Позже, тем летом 1968 года, после убийства Кинга, после убийства Роберта Кеннеди, Чикаго накрыла волна бунтов. Сидя в одиночестве на задворках мира, я разглядывал в «Тайм» цветные фотографии «воюющей Америки»: звёздно-полосатый, летящий вниз со статуи в Гранд-Парк; демонстранты, похожие на цирковых клоунов; ряды и ряды полицейских сил, продвигающихся сквозь клубы слезоточивого газа и размахивающих длинными чёрными дубинками. «Свиньи», – называли йиппи21 копов. Йиппи, которые годами не мылись и даже не причёсывались.
После национального съезда демократической партии, лейтенант Абрамс спросил меня, за кого я собираюсь голосовать. «Если тебе достаточно лет, чтобы голосовать», – неизменная шутка в мой адрес той осенью, мол, сержант морской пехоты с тремя рядами орденских планок всё ещё не достаточно взрослый, чтобы голосовать. Я ответил: «За Никсона, сэр». За Ричарда Милхауса Никсона. Вьетнам был войной Линдона Джонсона. А Хьюберт Хамфри22 был человеком Линдона Джонсона. «За Никсона».
И всё же спустя больше года после выборов, на которых граждане Соединённых Штатов голосовали за прекращение войны во Вьетнаме, она всё ещё продолжалась. Первый мораторий имел место месяцем ранее, 15 октября 1969 года23, за два дня до того, как статья обо мне появилась в «Фениксе». Никто не просил меня поехать в Вашингтон и присоединиться к демонстрации, – я и не поехал. И вот на подходе был новый мораторий – обещающий быть ещё более значимым и весомым, – который должен был вступить в силу всего через несколько дней.
Мы с Пэм сидели в её комнате, наблюдая как две гуппи, которых она только что купила, изучают свой новый дом. Из фонографа доносился голос Лауры Ниро: «Билл, я очень тебя люблю. И всегда буду любить». В дверь постучали и внутрь просунулась девичья голова.
– Привет! Можно войти? – спросила девушка. Я узнал её по классу истории.
– Привет. Конечно, – ответила Пэм. – Иди посмотри на рыбку! – Пэм была в восхищении, будто первый раз в жизни увидела рыбу. Мне нравилась в ней эта детскость.
– Как её зовут? – шёпотом спросил я у Пэм.
– Пэт, – достаточно громко ответила она. Я почувствовал, что краснею. Пэт посмотрела на меня и рассмеялась.

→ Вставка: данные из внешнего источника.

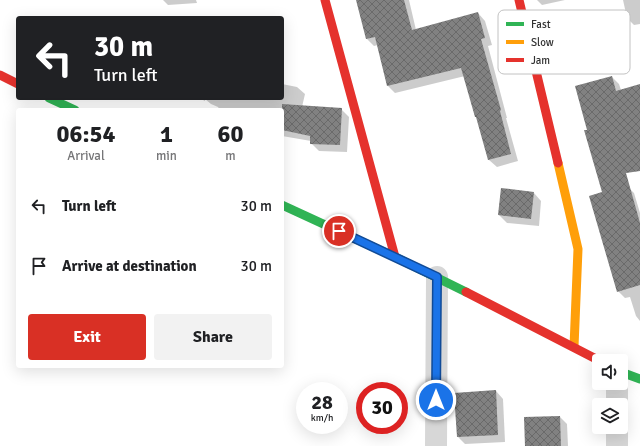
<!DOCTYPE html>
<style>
body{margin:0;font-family:Signika,sans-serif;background:#f2f2f2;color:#202124;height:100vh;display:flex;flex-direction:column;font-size:15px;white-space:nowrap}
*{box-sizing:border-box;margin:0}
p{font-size:13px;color:#757577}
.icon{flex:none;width:22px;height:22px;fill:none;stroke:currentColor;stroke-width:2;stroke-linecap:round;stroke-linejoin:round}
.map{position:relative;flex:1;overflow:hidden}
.side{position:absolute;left:16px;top:108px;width:268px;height:260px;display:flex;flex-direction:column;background:#fff;border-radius:4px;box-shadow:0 4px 16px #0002}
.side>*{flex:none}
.banner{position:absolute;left:16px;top:16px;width:268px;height:84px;border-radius:4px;box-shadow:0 4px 16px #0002;background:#202124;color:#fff;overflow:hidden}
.fabs{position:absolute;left:592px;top:354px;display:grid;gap:8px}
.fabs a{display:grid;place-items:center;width:36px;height:36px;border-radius:4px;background:#fff;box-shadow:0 4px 16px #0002;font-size:20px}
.speed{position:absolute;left:296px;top:382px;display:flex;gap:8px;font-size:20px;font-weight:700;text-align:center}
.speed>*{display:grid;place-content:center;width:52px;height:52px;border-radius:50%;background:#fff;box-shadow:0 4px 16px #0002;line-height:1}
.speed small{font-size:10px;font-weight:400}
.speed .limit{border:6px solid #d22;background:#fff;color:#111}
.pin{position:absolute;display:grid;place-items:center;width:34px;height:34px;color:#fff;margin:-17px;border:2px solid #fff;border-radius:50%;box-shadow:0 1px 4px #0007}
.me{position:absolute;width:44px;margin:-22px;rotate:0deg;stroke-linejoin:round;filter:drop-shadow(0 0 3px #0008)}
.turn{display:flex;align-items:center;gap:14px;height:84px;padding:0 12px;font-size:18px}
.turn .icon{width:52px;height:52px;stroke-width:2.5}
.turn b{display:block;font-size:28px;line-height:34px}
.eta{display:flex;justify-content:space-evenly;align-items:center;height:68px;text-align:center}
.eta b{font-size:24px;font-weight:800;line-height:28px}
.primary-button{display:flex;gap:8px;margin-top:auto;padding:8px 12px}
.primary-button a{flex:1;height:46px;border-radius:4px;background:#d93025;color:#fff;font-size:16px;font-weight:800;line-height:46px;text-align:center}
.primary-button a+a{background:#f2f2f2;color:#202124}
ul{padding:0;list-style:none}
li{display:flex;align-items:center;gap:12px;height:60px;padding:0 12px}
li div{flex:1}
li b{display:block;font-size:15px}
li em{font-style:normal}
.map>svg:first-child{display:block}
.shadow{fill:#0003}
.building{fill:url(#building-cross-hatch)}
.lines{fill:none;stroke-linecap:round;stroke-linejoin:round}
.street{stroke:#d7d7d7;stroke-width:22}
.fast{stroke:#30b455;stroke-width:9}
.slow{stroke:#ff9f0a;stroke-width:9}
.jam{stroke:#e5322d;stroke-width:9}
.route-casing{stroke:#114b97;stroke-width:10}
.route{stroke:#1a73e8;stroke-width:7}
.key{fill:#fff;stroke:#c2c2c2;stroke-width:1}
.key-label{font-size:11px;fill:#333}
</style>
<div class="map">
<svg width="640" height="446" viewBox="0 0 640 446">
<defs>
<pattern id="building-cross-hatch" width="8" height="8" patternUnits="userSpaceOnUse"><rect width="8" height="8" fill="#818181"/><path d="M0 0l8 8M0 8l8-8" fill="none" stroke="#6a6a6a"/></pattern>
</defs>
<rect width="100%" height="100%" fill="#fff"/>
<g class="shadow">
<polygon points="163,0 196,0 197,3 168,5"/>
<polygon points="369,0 409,0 416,30 478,13 485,21 492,45 488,46 507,118 506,118 518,161 497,167 489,160 465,76 395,93 388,86 378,45 374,46 367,39"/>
<polygon points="537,0 565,0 542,5"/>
<polygon points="623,0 640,0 640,24 634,25 627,18"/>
<polygon points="612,77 619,84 621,90 640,85 640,134 616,141 629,188 634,193 640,213 640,321 636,316 630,297 625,298 618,291 603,193 588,130"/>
<polygon points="282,84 297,87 305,94 302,107 341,109 349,117 347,152 319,151 311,143 311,141 282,136 282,110 220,110 218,107 211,104 205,99 205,101 199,98 282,98"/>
<polygon points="534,193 541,201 539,226 507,223 499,215"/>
<polygon points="496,391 503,399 505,442 465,444 458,437"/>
<polygon points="560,417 567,424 568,446 526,446"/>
</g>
<g class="building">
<polygon points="356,0 404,0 412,30 478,12 485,38 481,39 501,110 500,111 511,154 488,160 476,117 475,117 461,68 387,86 375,37 366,39"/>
<polygon points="612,76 616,91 640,84 640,171 626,173 640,223 640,285 617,292 589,196 602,192 584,130 587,130 575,86"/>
<polygon points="282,104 342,108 340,145 310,144 310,136 282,130"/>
<polygon points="501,188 534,192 531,219 498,215"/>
<polygon points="496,390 498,435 457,437 454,393"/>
<polygon points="560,416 561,446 525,446 524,417"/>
</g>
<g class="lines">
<g class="street">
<polyline points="617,405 617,383"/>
<polyline points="436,446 437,277"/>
<polyline points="617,446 617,427"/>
</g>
<g class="fast">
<polyline points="49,98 75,110"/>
<polyline points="282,205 395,257 466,292"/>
<polyline points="621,372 640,379"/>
</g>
<polyline class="slow" points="558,163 578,249 574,347"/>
<g class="jam">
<polyline points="325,0 395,257"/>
<polyline points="519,0 558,163"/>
<polyline points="0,75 18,84"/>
<polyline points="466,292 600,361"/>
</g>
</g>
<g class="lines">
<g class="route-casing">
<polyline id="route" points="339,231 437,277 436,400"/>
</g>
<use href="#route" class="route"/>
</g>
<rect x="498" y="10" width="132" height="64" rx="6" class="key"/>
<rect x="506" y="22" width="18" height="4" fill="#30b455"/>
<rect x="506" y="40" width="18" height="4" fill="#ff9f0a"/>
<rect x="506" y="58" width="18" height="4" fill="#e5322d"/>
<g class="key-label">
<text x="531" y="28">Fast</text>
<text x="531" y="46">Slow</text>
<text x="531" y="64">Jam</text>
</g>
</svg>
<div class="fabs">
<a><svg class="icon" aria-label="sound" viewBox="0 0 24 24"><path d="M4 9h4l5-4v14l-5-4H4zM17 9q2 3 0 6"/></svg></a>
<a><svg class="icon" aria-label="layers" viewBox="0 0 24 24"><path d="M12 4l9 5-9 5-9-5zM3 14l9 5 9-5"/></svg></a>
</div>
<div class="speed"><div>28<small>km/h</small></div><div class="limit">30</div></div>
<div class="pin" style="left:339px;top:231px;background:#d93025"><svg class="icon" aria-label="arrive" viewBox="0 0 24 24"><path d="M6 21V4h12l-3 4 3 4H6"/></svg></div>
<svg class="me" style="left:436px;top:400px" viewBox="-20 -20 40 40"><circle r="17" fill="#1a73e8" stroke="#fff" stroke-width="3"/><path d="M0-11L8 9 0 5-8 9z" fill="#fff"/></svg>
<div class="banner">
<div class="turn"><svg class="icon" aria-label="left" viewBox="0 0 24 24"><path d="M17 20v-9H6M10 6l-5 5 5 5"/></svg><div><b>30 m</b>Turn left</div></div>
</div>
<section class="side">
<div class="eta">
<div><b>06:54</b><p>Arrival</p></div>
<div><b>1</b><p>min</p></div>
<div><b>60</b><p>m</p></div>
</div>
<ul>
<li><svg class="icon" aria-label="left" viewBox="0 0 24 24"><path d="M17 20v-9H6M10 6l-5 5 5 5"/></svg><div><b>Turn left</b></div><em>30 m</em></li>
<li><svg class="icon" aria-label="arrive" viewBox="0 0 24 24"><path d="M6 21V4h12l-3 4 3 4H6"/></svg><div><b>Arrive at destination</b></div><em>30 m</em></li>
</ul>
<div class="primary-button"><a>Exit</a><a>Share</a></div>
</section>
</div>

– Извини, – сказал я. – Я должен был запомнить.
– Ничего страшного. – Она снова рассмеялась. – Слушайте, я зашла сказать, что мы взяли на прокат два автобуса и пятнадцатого собираемся поехать в Вашингтон. Я записываю людей. Вам это интересно?
– Конечно! – мгновенно ответила Пэм, сжимая мою руку. – Поехали, Билл. Это будет весело.
Я постарался не вздрогнуть, когда мой желудок сжался в узел.
– Блин, ну я не знаю, – медленно произнёс я. – Вообще-то не думаю, что смогу. Мне тут много всего нужно сделать.
– Да ладно тебе, – возразила Пэм. – Ты только что сдал промежуточные экзамены. Какие ещё дела у тебя на этой неделе?
– Это важно, Билл, – добавила Пэт. – Важен каждый голос. Мы должны заставить их слушать.
– Я знаю, что это важно, – сказал я, стараясь сохранить спокойствие. – Дело не в этом. Просто я действительно загружен. Мне нужно осилить двести страниц «Образования Европы» для Смита…
– И мне тоже, – перебила Пэт. – Но я еду.
– Ну, да, но ты не знаешь, как я читаю, – возразил я. Я чувствовал себя крайне неуютно. Я хотел, чтобы Пэт ушла, но знал, что она не уйдёт. – Я читаю медленно – в смысле очень медленно. Ты помнишь первое задание, которое нам задал Смит? Помнишь, что он сказал мне? Я читал всю ночь, и на первый же его вопрос не знал ответа. «Что ж, мистер Эрхарт, самое меньшее, что вы могли сделать, это прочитать». Господи, я чувствовал себя ничтожеством, тупым ничтожеством. И ни за что не хочу, чтобы это повторилось.
– Но ты можешь читать в автобусе, – ответила Пэт. Она совершенно не старалась скрыть своё нетерпение. – У тебя будет шесть часов.
– Я не могу читать в машине или в автобусе – меня укачивает. – Это была неправда.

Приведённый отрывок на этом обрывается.